Il s’est fait offrir pour 33 SMICs de costumes taillés sur mesure.

Il a facturé des prestations de conseil à des labos avant de suggérer de privatiser la Sécu.

Il a bénéficié d’un prêt de 32 fois le SMIC, sans intérêt, par l’employeur de sa femme.

Sa femme est soupçonné d’emploi fictif à deux reprises.

Il a utilisé le jet de la République pour se rendre à la maison, à deux heures de train de Paris.

 

 

Trump, dangereux

Donald Trump n’est pas seulement drôle. Il est dangereux. Ce vendredi 24 février, le président des Etats-Unis a décidé d’interdire la présence de cinq médias dans les press briefings de la Maison Blanche. Croyez-vous qu’il s’agisse de journaux gauchistes ou crypto-communistes ? Rien de tel.
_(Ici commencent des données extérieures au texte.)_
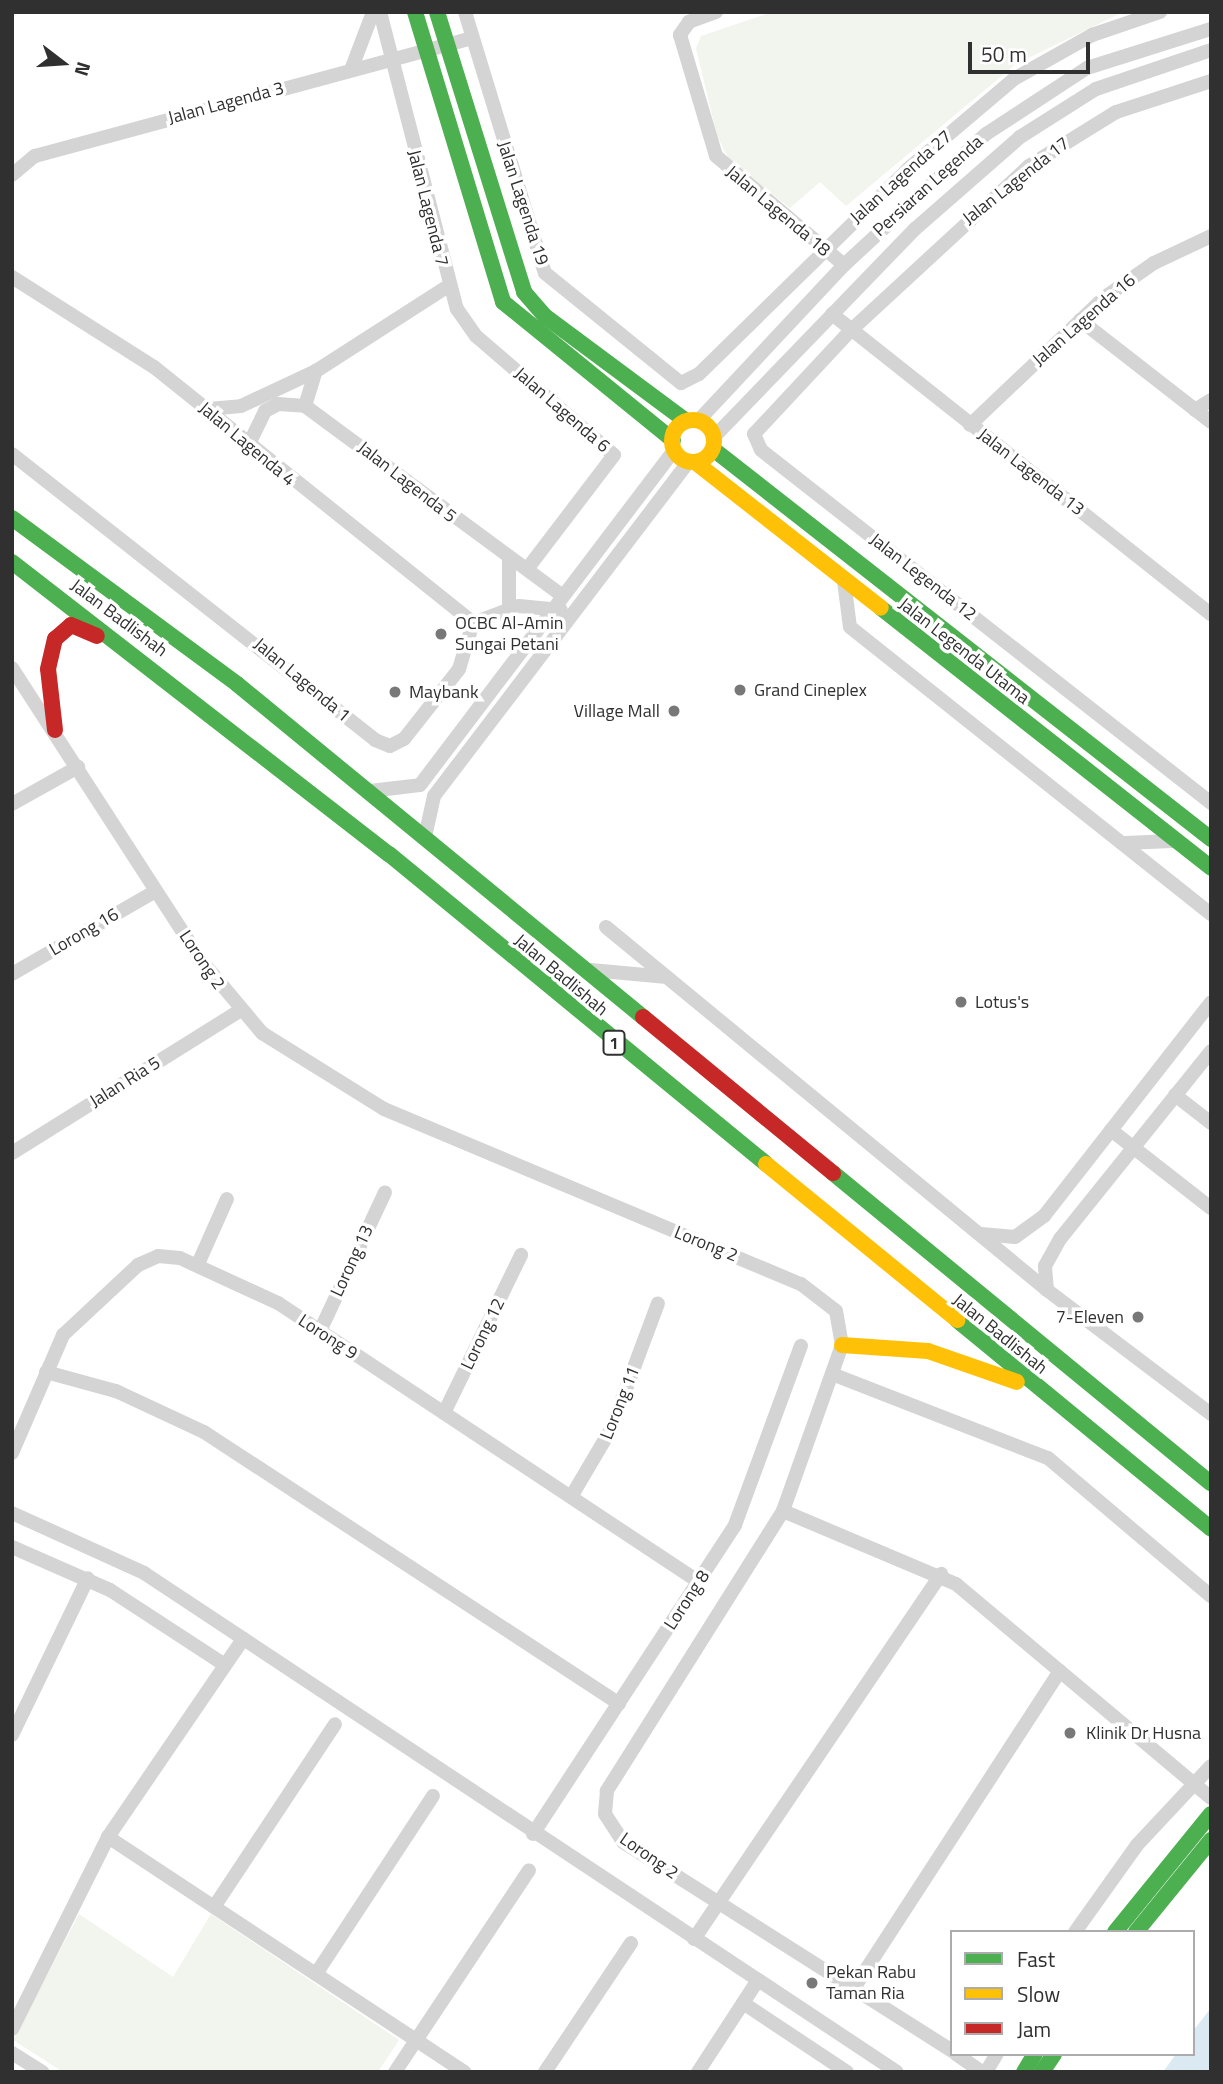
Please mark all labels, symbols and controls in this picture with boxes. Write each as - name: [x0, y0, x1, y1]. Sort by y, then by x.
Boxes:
- north arrow: [28, 28, 98, 98]
- scale bar: [971, 28, 1094, 72]
- text: 50 m: [981, 38, 1027, 70]
- text: N: [68, 59, 99, 80]
- street label: Jalan Lagenda 3: [166, 77, 286, 129]
- street label: Jalan Lagenda 27: [846, 126, 956, 228]
- street label: Persiaran Legenda: [869, 131, 987, 241]
- street label: Jalan Lagenda 17: [958, 133, 1074, 229]
- street label: Jalan Lagenda 19: [493, 138, 553, 268]
- street label: Jalan Lagenda 7: [403, 148, 453, 268]
- street label: Jalan Lagenda 18: [722, 161, 834, 261]
- street label: Jalan Lagenda 16: [1028, 269, 1140, 371]
- street label: Jalan Lagenda 6: [510, 363, 614, 457]
- street label: Jalan Lagenda 4: [194, 397, 300, 491]
- street label: Jalan Lagenda 13: [973, 424, 1089, 520]
- street label: Jalan Lagenda 5: [353, 437, 461, 527]
- street label: Jalan Legenda 12: [865, 529, 981, 625]
- street label: Jalan Badlishah: [66, 575, 172, 661]
- street label: Jalan Legenda Utama: [894, 593, 1034, 709]
- place label: OCBC Al-Amin Sungai Petani: [455, 613, 563, 656]
- marker: OCBC Al-Amin Sungai Petani: [433, 626, 449, 642]
- street label: Jalan Lagenda 1: [249, 633, 355, 727]
- place label: Grand Cineplex: [754, 679, 867, 701]
- place label: Maybank: [409, 681, 479, 703]
- marker: Grand Cineplex: [732, 682, 748, 698]
- marker: Maybank: [387, 684, 403, 700]
- place label: Village Mall: [573, 700, 660, 722]
- marker: Village Mall: [666, 703, 682, 719]
- street label: Lorong 16: [45, 903, 123, 961]
- street label: Lorong 2: [174, 926, 230, 994]
- street label: Jalan Badlishah: [510, 930, 612, 1020]
- place label: Lotus's: [975, 991, 1029, 1013]
- marker: Lotus's: [953, 994, 969, 1010]
- road number: 1: [602, 1030, 626, 1056]
- street label: Jalan Ria 5: [86, 1052, 164, 1112]
- street label: Lorong 13: [326, 1222, 378, 1300]
- street label: Lorong 2: [671, 1222, 741, 1266]
- street label: Jalan Badlishah: [948, 1289, 1052, 1379]
- street label: Lorong 12: [456, 1295, 510, 1373]
- place label: 7-Eleven: [1056, 1306, 1124, 1328]
- marker: 7-Eleven: [1130, 1309, 1146, 1325]
- street label: Lorong 9: [294, 1310, 362, 1364]
- street label: Lorong 11: [596, 1363, 644, 1443]
- street label: Lorong 8: [660, 1566, 714, 1634]
- place label: Klinik Dr Husna: [1086, 1722, 1201, 1744]
- marker: Klinik Dr Husna: [1060, 1723, 1080, 1743]
- street label: Lorong 2: [616, 1828, 682, 1884]
- legend: [950, 1930, 1195, 2056]
- text: Fast: [1017, 1943, 1055, 1975]
- place label: Pekan Rabu Taman Ria: [826, 1962, 916, 2004]
- marker: Pekan Rabu Taman Ria: [804, 1975, 820, 1991]
- text: Slow: [1017, 1978, 1060, 2010]
- text: Jam: [1017, 2013, 1051, 2045]

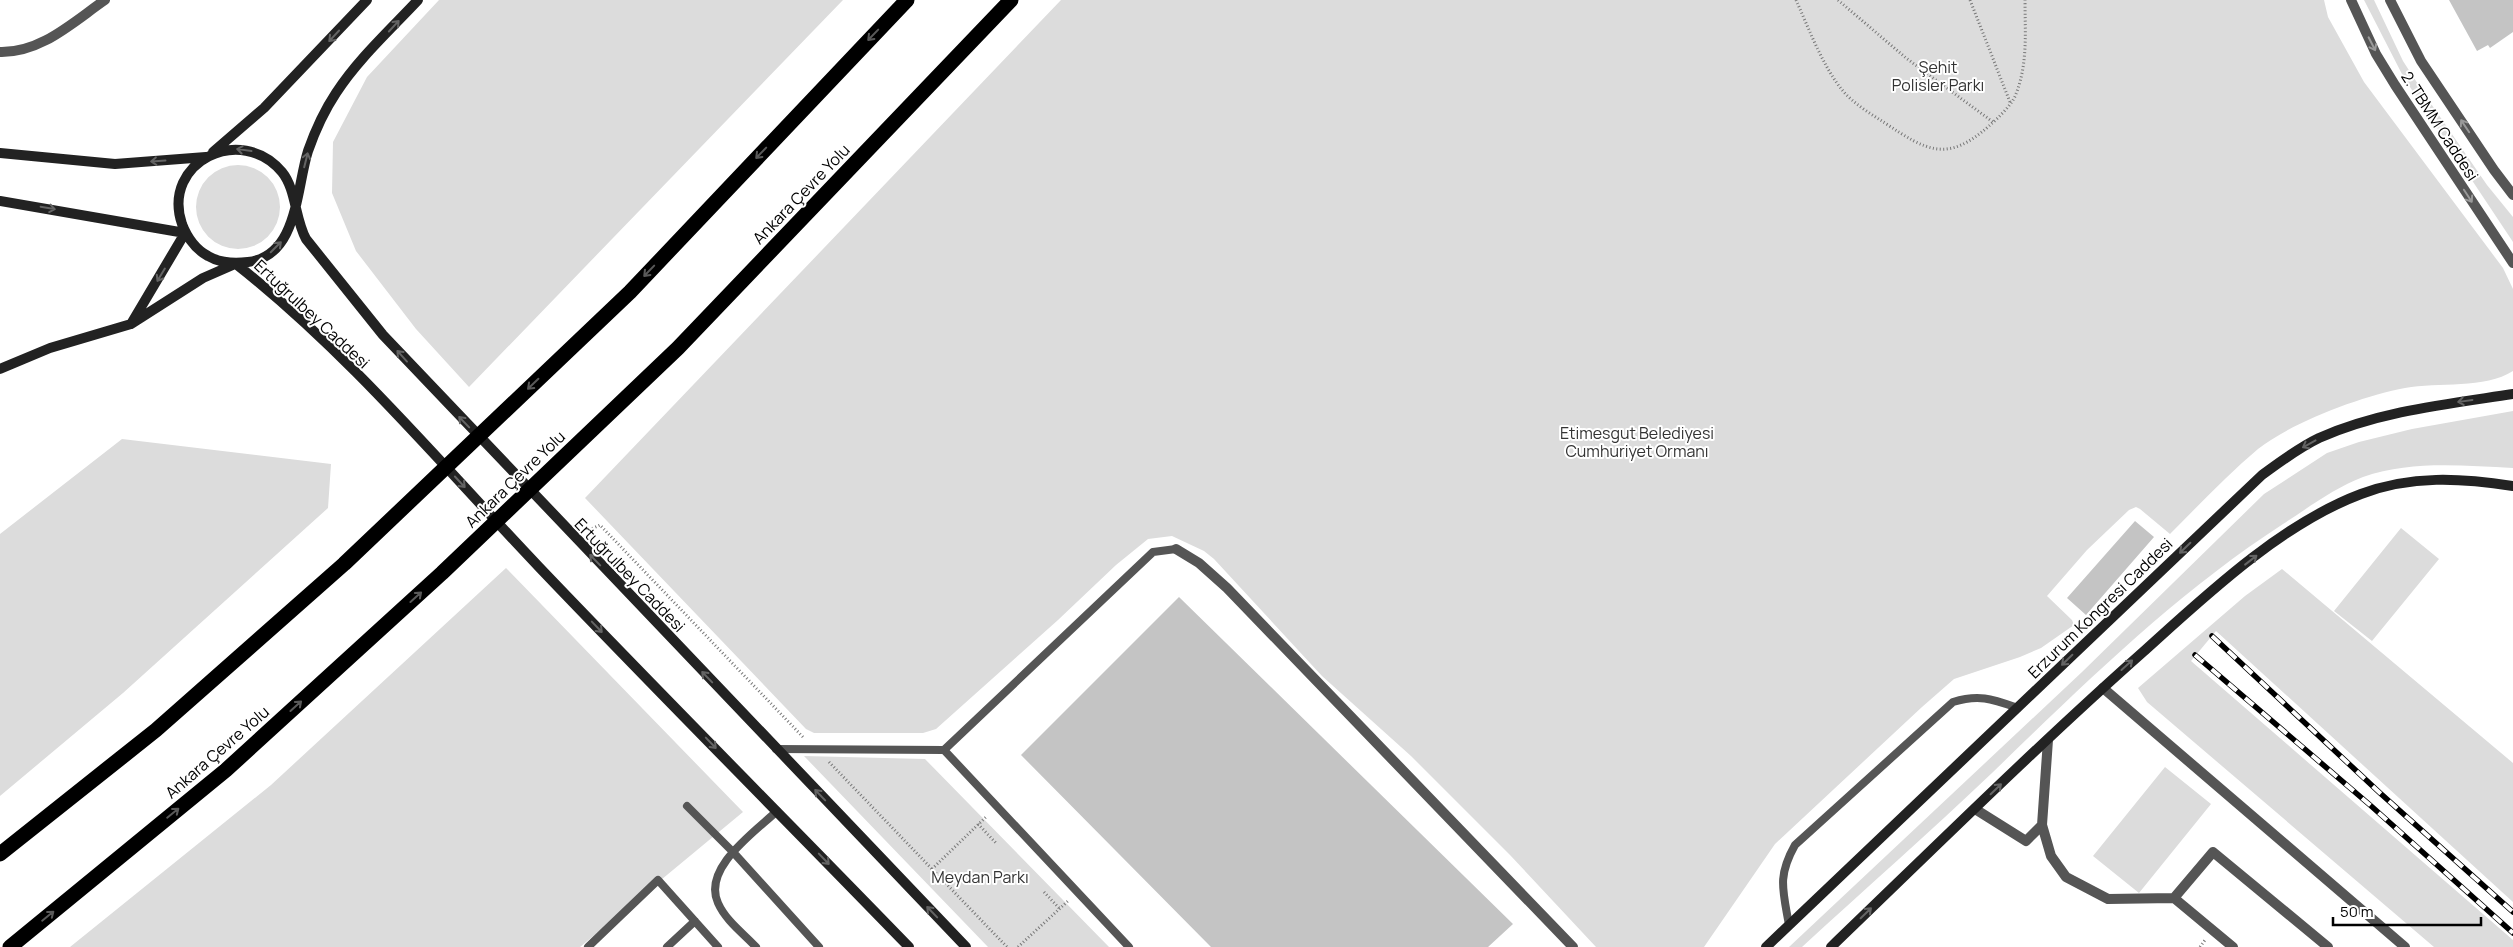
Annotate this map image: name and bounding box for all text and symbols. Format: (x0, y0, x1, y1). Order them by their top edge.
one-way arrow (388, 20, 400, 33)
one-way arrow (328, 29, 340, 42)
one-way arrow (867, 29, 879, 42)
one-way arrow (2368, 36, 2377, 51)
park label: Şehit Polisler Parkı (1892, 56, 1984, 96)
street label: 2. TBMM Caddesi (2396, 67, 2484, 185)
one-way arrow (2460, 120, 2470, 134)
street label: Ankara Çevre Yolu (748, 139, 854, 249)
one-way arrow (236, 145, 252, 155)
one-way arrow (755, 147, 767, 160)
one-way arrow (302, 153, 311, 169)
one-way arrow (150, 156, 166, 165)
one-way arrow (2464, 188, 2474, 202)
one-way arrow (40, 204, 56, 214)
one-way arrow (270, 241, 282, 253)
street label: Ertuğrulbey Caddesi (250, 255, 374, 373)
one-way arrow (643, 265, 655, 277)
one-way arrow (155, 267, 165, 281)
one-way arrow (396, 349, 408, 362)
one-way arrow (526, 378, 539, 390)
one-way arrow (2457, 397, 2473, 407)
one-way arrow (458, 416, 470, 428)
park label: Etimesgut Belediyesi Cumhuriyet Ormanı (1560, 422, 1714, 462)
street label: Ankara Çevre Yolu (460, 426, 570, 532)
one-way arrow (2302, 439, 2316, 449)
one-way arrow (454, 476, 466, 489)
street label: Ertuğrulbey Caddesi (570, 513, 690, 637)
street label: Erzurum Kongresi Caddesi (2023, 533, 2177, 683)
one-way arrow (2179, 542, 2191, 554)
one-way arrow (589, 554, 601, 566)
one-way arrow (2244, 555, 2258, 565)
one-way arrow (410, 591, 423, 603)
one-way arrow (591, 620, 603, 633)
one-way arrow (2061, 654, 2074, 666)
one-way arrow (2121, 659, 2134, 671)
one-way arrow (701, 671, 713, 684)
one-way arrow (289, 700, 302, 712)
street label: Ankara Çevre Yolu (160, 701, 274, 803)
one-way arrow (705, 737, 717, 749)
one-way arrow (1990, 783, 2003, 795)
one-way arrow (814, 788, 826, 801)
one-way arrow (167, 807, 180, 818)
one-way arrow (818, 853, 830, 866)
park label: Meydan Parkı (931, 866, 1029, 888)
scale bar (2333, 894, 2480, 926)
text: 50 m (2340, 901, 2374, 922)
one-way arrow (926, 905, 938, 918)
one-way arrow (1860, 907, 1873, 919)
one-way arrow (41, 911, 54, 922)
Reporters from the New York Times, Los Angeles Times, CNN and Politico were all refused access to an off-camera press briefing by Sean Spicer, President Donald Trump’s press secretary. (Lire la suite)

Il y a quelques jours, Donald Trump avait commencé sa conférence de presse par un long laïus incroyable contre « les médias« , « les journalistes« , ces « êtres humains les plus malhonnêtes de la planète » dixit Trump.

Une charge assez inédite.

Cette fois-ci, Trump exclut quelques médias de ses briefings officiels (ou de ceux de ses collaborateurs). Certains journalistes ont trouvé la parade, une parade simple qui s’appelle la solidarité: reprendre la question, ou l’enquête, d’un(e) confrère/consoeur censuré(e) par la Maison Blanche, au-delà de la compétition.

Grâce à Obama, il nous faut déclarer nos comptes sociaux (Facebook, Twitter, etc) quand on demande un « ESTA« , ce visa à 14$ valable deux ans pour entrer aux Etats-Unis.

On ne te dit pas merci, Barack, d’avoir joué, comme d’autres ailleurs dans les démocraties occidentales, l’idiot utile des racailles qui te succèdent.

Trump, cet homme est dangereux.

 

L’exaspération

La religion.
Je n’ai jamais voulu agresser mes copines et copains croyants, peu importe leur croyance. Mais finalement, la nausée est venue à cause de l’islam radical. Ce dimanche, quelques fondamentalistes cathos sont allés faire leur prière de rue.
Cet été déjà, une autre avait dégénéré quand l’un des fidèles s’était soudainement levé pour frapper violemment un passant qui l’avait sans doute provoqué.

 

Autre lieu, autre nausée. Bruno Le Maire, anciennement candidat de droite républicain et digne, fait hué le nom de Najat Vallaud-Belkacem sous l’accusation fallacieuse que la dite ministre voudrait proposer l’apprentissage de l’arabe dès la 6ème: « Il faut dire à Najat Vallaud-Belkacem qui veut faire apprendre l’arabe en classe de CP, qu’en France en CP on enseigne le français« , a-t-il déclaré.

C’est faux.

L’attitude Le Maire est indigne.

« Non il n’y a pas d’arabe obligatoirement enseigné à l’école en CP à partir de cette rentrée 2016. (…) Ça fait partie des nombreux fantasmes qui fort heureusement s’évanouissent à la rentrée scolaire quand les enfants rentrent en classe et que les parents voient ce qu’on y fait. » Najat Vallaud Belkacem.

Sarkozy, lundi, enfin inculpé dans l’affaire, avérée, de cette gigantesque fraude aux dépenses électorales en 2012. Son avocat dénonce un complot politique. Depuis quand un candidat à la présidentielle choisit-il de ruiner la réputation de la Justice ? Avez-vous entendu le camp socialiste faire de même avec Cahuzac ? Non.

La nausée, encore.

La nausée est la réaction politique la plus évidente, la plus rapide, la plus dangereuse.